Exercise goal
Whenever a line below includes the string "rows", show it.
(Beginning of Available data)
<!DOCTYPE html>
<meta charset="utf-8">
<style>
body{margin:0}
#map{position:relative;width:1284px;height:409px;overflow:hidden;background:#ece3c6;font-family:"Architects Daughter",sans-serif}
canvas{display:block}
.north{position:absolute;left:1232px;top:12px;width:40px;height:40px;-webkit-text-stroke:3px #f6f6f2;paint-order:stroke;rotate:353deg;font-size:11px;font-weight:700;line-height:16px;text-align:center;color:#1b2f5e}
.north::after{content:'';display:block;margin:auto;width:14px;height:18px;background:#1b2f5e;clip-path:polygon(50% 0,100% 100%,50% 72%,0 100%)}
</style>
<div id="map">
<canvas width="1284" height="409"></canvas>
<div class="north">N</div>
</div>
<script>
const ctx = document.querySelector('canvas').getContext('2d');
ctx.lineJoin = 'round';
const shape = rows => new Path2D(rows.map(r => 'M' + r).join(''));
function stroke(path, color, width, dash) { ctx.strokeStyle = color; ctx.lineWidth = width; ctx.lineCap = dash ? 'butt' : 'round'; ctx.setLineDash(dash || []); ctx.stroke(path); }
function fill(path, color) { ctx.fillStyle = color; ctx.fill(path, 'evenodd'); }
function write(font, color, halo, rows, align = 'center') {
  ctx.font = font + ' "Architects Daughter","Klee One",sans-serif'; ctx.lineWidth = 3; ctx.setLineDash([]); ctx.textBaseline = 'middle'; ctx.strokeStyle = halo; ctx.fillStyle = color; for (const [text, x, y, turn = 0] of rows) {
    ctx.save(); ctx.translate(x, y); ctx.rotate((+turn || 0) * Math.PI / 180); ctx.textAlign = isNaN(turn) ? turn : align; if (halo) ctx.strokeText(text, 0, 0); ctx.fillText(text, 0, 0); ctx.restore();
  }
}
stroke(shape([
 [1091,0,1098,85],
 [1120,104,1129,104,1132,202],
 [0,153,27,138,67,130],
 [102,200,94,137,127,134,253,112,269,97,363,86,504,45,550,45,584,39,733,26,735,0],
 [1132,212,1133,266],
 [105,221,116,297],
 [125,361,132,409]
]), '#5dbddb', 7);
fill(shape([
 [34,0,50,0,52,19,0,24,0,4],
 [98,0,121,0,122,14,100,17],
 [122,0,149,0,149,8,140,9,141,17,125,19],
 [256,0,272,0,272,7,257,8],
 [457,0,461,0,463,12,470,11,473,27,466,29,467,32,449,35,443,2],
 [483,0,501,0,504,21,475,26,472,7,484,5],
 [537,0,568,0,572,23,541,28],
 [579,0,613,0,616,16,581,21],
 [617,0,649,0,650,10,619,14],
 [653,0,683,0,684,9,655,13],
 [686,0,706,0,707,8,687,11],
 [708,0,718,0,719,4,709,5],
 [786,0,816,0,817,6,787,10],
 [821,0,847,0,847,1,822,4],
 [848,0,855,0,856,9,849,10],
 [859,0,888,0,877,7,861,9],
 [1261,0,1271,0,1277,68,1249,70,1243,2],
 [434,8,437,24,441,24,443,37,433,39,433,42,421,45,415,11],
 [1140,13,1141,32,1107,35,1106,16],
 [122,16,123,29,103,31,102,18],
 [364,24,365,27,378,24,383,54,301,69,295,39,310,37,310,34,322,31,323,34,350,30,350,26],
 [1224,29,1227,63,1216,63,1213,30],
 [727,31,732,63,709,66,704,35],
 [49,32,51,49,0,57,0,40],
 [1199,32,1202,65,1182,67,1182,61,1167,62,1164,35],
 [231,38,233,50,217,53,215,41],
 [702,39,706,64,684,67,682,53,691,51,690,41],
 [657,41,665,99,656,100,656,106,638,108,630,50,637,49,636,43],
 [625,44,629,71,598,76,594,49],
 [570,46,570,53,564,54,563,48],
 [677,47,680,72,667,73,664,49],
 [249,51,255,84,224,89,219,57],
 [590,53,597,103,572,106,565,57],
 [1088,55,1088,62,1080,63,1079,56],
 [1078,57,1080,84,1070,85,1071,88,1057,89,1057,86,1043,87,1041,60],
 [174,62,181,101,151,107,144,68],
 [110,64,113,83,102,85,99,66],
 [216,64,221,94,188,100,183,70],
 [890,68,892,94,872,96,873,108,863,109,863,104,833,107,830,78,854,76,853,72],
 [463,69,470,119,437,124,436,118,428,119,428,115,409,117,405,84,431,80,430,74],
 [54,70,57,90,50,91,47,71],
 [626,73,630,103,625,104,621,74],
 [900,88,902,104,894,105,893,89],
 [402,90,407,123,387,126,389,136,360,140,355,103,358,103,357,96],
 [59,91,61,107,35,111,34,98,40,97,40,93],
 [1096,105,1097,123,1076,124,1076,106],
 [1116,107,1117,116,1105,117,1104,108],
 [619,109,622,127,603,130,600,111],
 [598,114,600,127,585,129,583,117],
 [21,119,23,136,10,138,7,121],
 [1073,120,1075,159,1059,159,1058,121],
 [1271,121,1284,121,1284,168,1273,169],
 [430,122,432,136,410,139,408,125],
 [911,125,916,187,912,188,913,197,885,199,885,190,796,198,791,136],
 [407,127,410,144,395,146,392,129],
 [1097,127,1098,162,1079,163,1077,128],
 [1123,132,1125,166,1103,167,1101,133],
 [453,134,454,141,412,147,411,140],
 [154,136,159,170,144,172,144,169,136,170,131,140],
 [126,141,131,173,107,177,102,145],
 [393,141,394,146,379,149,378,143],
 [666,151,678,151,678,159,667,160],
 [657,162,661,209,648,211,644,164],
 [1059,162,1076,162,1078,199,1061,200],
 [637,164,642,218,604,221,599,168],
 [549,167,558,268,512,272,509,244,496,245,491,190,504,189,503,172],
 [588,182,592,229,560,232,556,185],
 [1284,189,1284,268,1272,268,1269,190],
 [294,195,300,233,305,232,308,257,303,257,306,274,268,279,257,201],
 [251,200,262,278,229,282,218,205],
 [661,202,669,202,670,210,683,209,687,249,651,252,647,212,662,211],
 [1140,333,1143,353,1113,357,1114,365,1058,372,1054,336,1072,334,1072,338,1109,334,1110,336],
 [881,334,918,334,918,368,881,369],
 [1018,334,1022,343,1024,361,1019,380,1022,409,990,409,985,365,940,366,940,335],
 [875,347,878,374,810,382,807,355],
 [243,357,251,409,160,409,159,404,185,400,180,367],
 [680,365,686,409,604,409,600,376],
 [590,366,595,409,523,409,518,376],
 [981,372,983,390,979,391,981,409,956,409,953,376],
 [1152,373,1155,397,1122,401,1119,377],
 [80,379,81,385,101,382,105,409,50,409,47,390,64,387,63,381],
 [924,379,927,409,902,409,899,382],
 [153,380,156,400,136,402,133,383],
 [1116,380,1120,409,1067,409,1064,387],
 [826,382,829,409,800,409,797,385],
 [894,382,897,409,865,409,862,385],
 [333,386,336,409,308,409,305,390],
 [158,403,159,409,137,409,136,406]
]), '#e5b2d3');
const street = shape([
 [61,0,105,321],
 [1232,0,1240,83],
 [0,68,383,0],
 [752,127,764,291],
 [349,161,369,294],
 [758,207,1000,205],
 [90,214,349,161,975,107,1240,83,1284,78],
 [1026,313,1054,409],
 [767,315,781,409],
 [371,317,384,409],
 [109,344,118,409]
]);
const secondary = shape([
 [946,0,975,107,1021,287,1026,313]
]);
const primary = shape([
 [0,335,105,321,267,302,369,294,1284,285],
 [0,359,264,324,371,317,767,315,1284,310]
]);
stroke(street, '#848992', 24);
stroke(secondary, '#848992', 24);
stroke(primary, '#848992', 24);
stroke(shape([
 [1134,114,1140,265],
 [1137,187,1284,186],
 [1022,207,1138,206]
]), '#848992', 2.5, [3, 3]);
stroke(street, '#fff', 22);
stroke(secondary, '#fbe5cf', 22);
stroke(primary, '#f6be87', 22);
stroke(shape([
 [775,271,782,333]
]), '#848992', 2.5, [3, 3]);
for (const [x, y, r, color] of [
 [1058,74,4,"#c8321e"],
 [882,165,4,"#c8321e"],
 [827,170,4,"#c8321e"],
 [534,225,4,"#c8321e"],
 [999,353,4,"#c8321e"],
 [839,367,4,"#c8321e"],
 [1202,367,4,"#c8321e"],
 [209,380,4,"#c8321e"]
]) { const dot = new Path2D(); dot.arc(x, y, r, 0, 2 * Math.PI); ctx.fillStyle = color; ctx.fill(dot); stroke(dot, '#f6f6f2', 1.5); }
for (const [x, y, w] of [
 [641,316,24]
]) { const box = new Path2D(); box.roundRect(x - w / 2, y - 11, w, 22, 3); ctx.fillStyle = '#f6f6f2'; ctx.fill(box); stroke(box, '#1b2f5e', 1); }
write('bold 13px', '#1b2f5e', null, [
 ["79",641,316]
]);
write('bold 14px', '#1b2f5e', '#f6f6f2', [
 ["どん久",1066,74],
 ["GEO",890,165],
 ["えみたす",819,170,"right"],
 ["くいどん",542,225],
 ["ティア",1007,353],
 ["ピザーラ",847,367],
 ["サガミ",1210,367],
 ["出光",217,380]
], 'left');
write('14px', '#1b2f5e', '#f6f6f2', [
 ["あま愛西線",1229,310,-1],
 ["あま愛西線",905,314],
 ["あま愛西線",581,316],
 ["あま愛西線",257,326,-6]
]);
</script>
(End of Available data)
Final answer
const shape = rows => new Path2D(rows.map(r => 'M' + r).join(''));
function write(font, color, halo, rows, align = 'center') {
  ctx.font = font + ' "Architects Daughter","Klee One",sans-serif'; ctx.lineWidth = 3; ctx.setLineDash([]); ctx.textBaseline = 'middle'; ctx.strokeStyle = halo; ctx.fillStyle = color; for (const [text, x, y, turn = 0] of rows) {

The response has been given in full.